Sabía muy bien que ésa era la imagen que a Tor le gustaba proyectar, pero no explicaba cómo se había enterado de la existencia de Charles. Noté unos latidos detrás de las orejas y eché otro trago de coñac.

—¿Cómo has conseguido enterarte de lo de Charles? —le pregunté—. Ni siquiera existe sobre el papel.

—Eso es cierto, querida —convino—. Tú misma alteraste su dossier hace años, ¿no es así?
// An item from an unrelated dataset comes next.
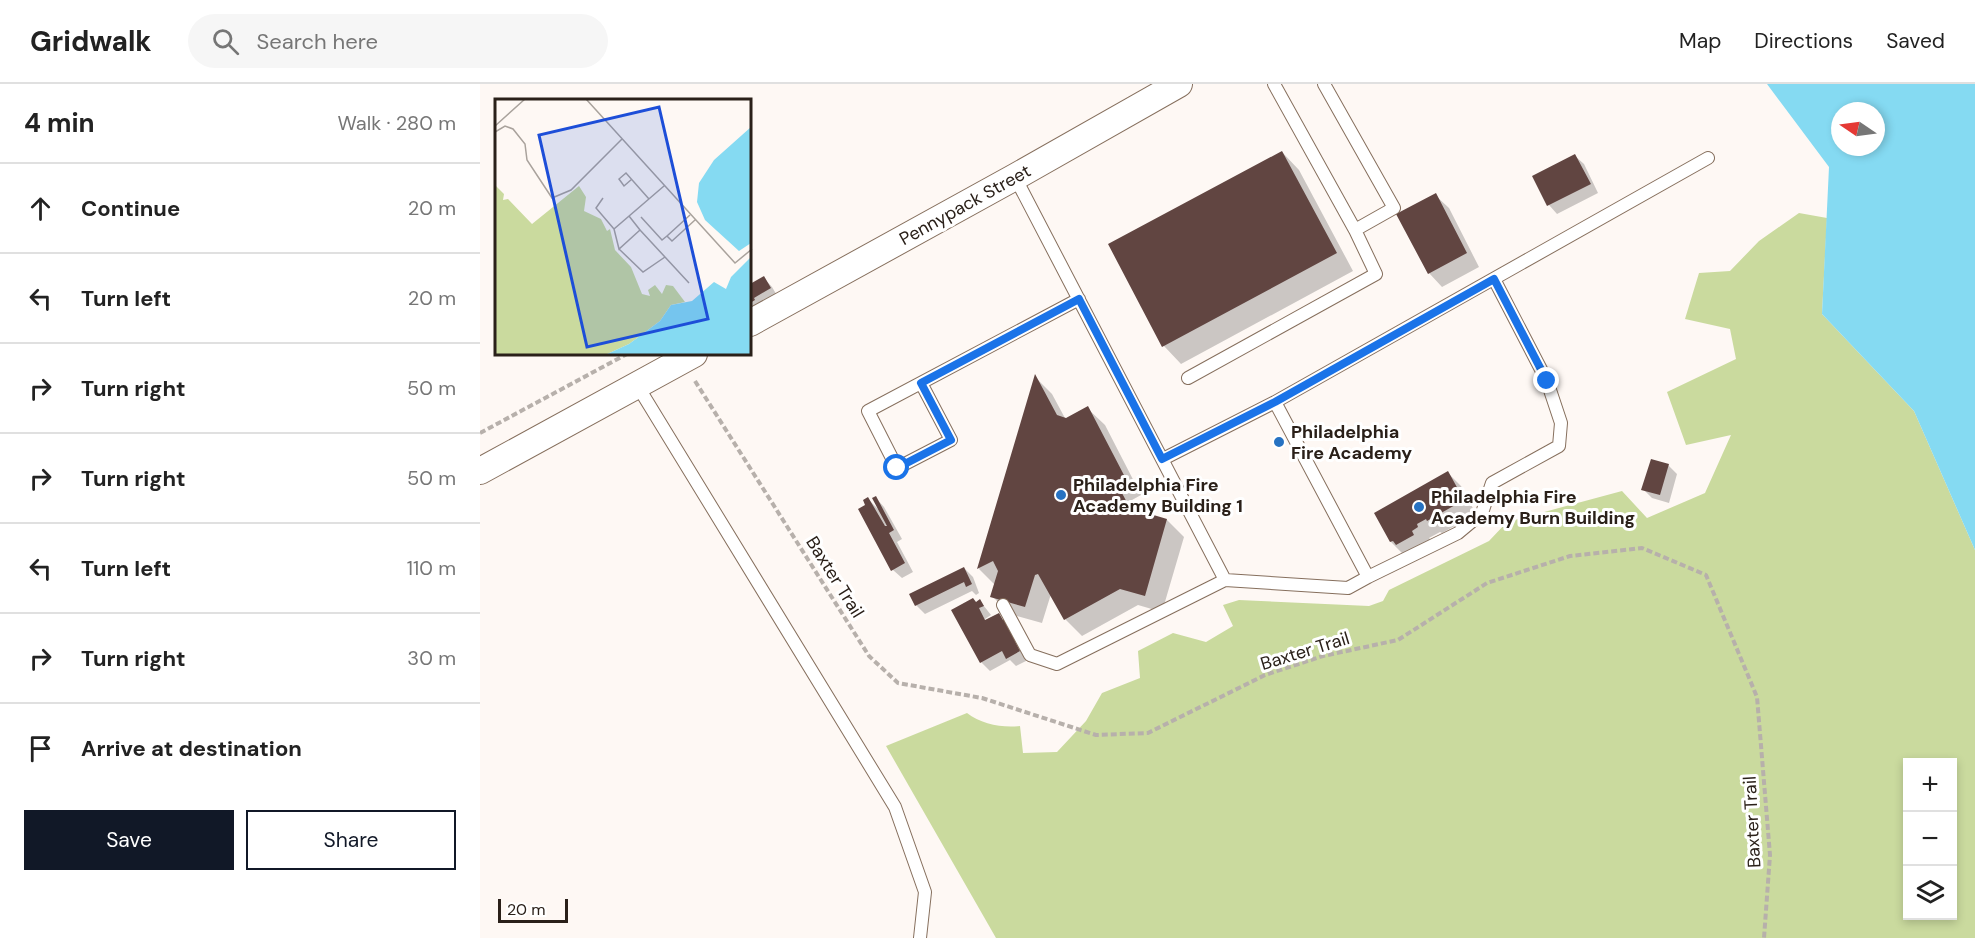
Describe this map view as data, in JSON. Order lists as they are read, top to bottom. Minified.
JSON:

Y lo has estado utilizando desde entonces.

—¿Tienes alguna prueba de esas acusaciones? —dije, sabiendo la respuesta de antemano.

—Mi querida muchacha, ¿esquía el Papa en Gstaad? —repuso él de un modo encantador—. Si estuvieras en mi lugar, ¿podrías imaginar alguna razón por la que alguien, en apenas unas horas, quisiera revisar las medidas de seguridad de la Reserva Federal, las normas nacionales norteamericanas para la transferencia de dinero, «todos” los archivos históricos de “todos» los servicios internacionales de transferencia telefónica y los ficheros del FBI sobre las condenas por intervenciones telefónicas interestatales…?
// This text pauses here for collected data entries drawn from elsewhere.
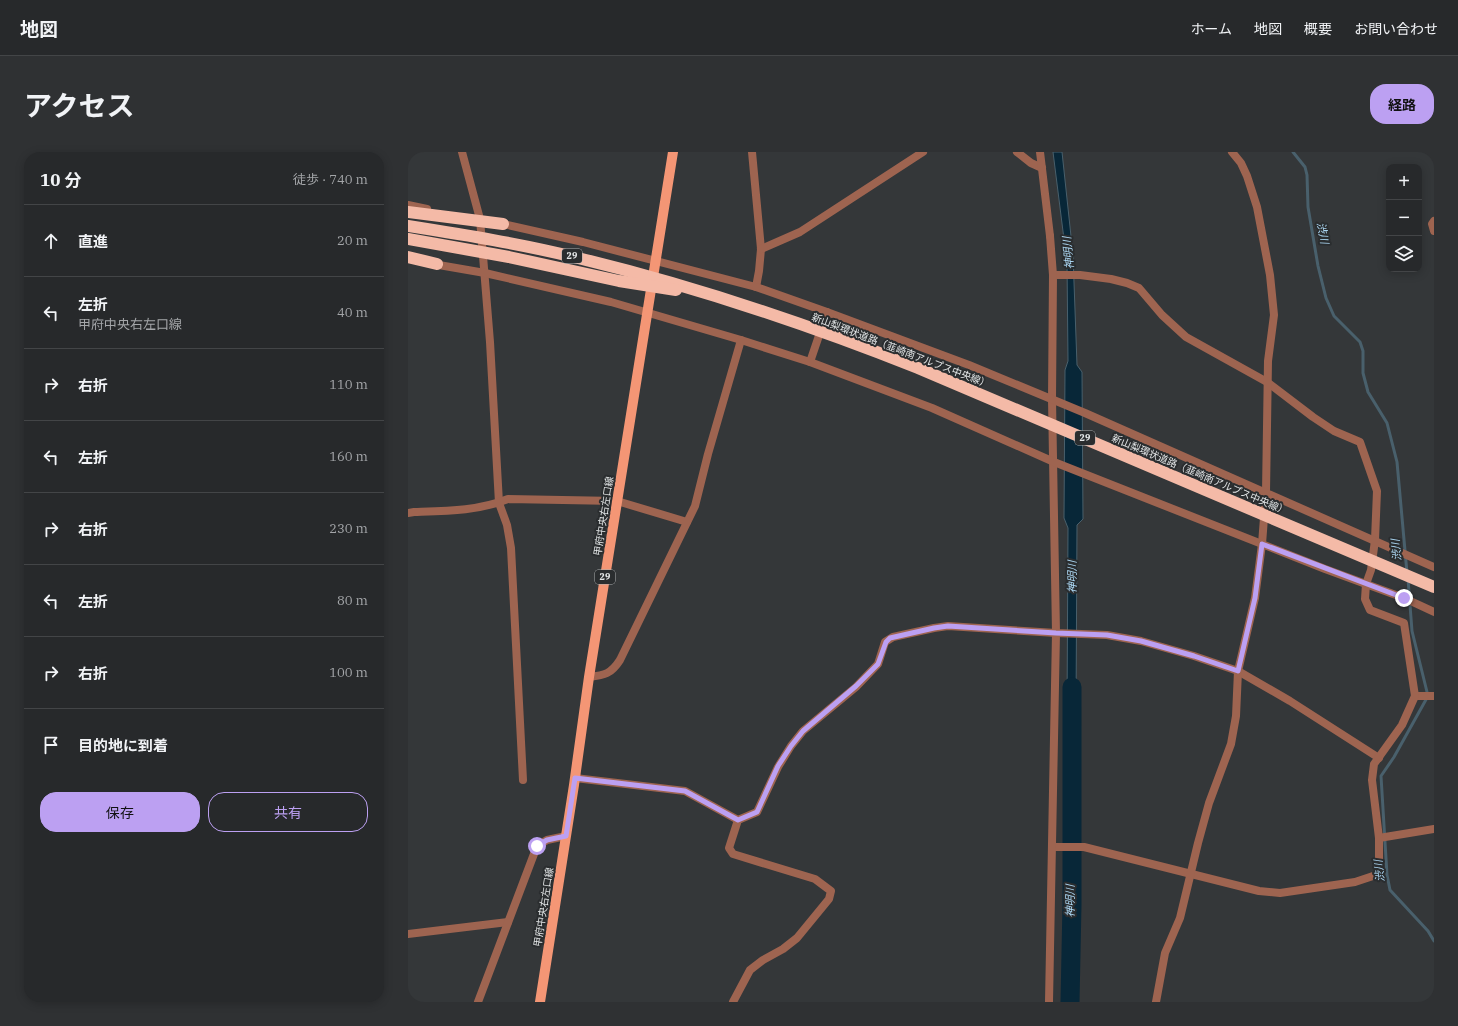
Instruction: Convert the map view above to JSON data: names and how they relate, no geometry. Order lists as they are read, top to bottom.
{
  "streets": {
    "highway": ["29", "新山梨環状道路（韮崎南アルプス中央線）"],
    "main road": ["甲府中央右左口線"]
  },
  "water": ["渋川", "神明川"],
  "page": {
    "header": "地図",
    "nav": [
      "ホーム",
      "地図",
      "概要",
      "お問い合わせ"
    ],
    "title": "アクセス",
    "buttons": [
      "経路",
      ["保存", "共有"]
    ],
    "heading": ["10 分", "徒歩 · 740 m"],
    "map_buttons": ["+", "−"],
    "list": [
      ["直進", "20 m"],
      ["左折", "甲府中央右左口線", "40 m"],
      ["右折", "110 m"],
      ["左折", "160 m"],
      ["右折", "230 m"],
      ["左折", "80 m"],
      ["右折", "100 m"],
      "目的地に到着"
    ]
  }
}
—Soy banquera; mi trabajo consiste en interesarme por la seguridad de los sistemas financieros —repliqué, furiosa como sólo podía estarlo un culpable—. Aunque quizá pueda parecer sospechoso, lo admito.

—¿Sospechoso? ¡Premeditado, eso es lo que parece! Falsificaste el registro de ese ordenador hace diez años, y ahora te estás introduciendo en ficheros confidenciales con un ordenador robado.

—Nadie les obliga a descargar allí sus estúpidos ficheros, ¿o acaso lo hacen?

—Lo hace —me corrigió Tor—. Mi querida jovencita, me temo que te conozco demasiado bien para atribuir tus acciones a una curiosidad ociosa. Podrías realizar tu estúpido trabajo con las manos atadas y los ojos vendados. Tus muestras de ingenuidad adolescente no me conmueven. Bien, me gustaría hacerte una sencilla pregunta, y recibir una respuesta sincera; después puedes acostarte si quieres.

—Dispara —dije.

—¿Estás planeando robar el Banco de Reserva Federal?

No tenía ni idea de cómo responder. Aunque se había equivocado de banco, lo que yo había planeado hacer no parecía en ese momento, a la fría y cruda luz de la realidad, más que el capricho de una chiquilla malhumorada. En el nombre de Dios, ¿en qué estaba yo pensando? La línea permaneció en silencio. Ni siquiera oía el sonido de su respiración.

—No tenía intención de robarles ningún dinero —musité al fin.

—¿No?

—No. —Hice una pausa—. Sólo iba a tomar prestada una parte durante cierto tiempo.

—El Banco de Reserva Federal no presta dinero, salvo a otros bancos —dijo él—. ¿Eres un banco?

—No estaba pensando en un préstamo —admití. Tenía los labios pegados al auricular y la cabeza apoyada contra el cristal de la ventana. Cerré los ojos y tomé otro sorbo de coñac.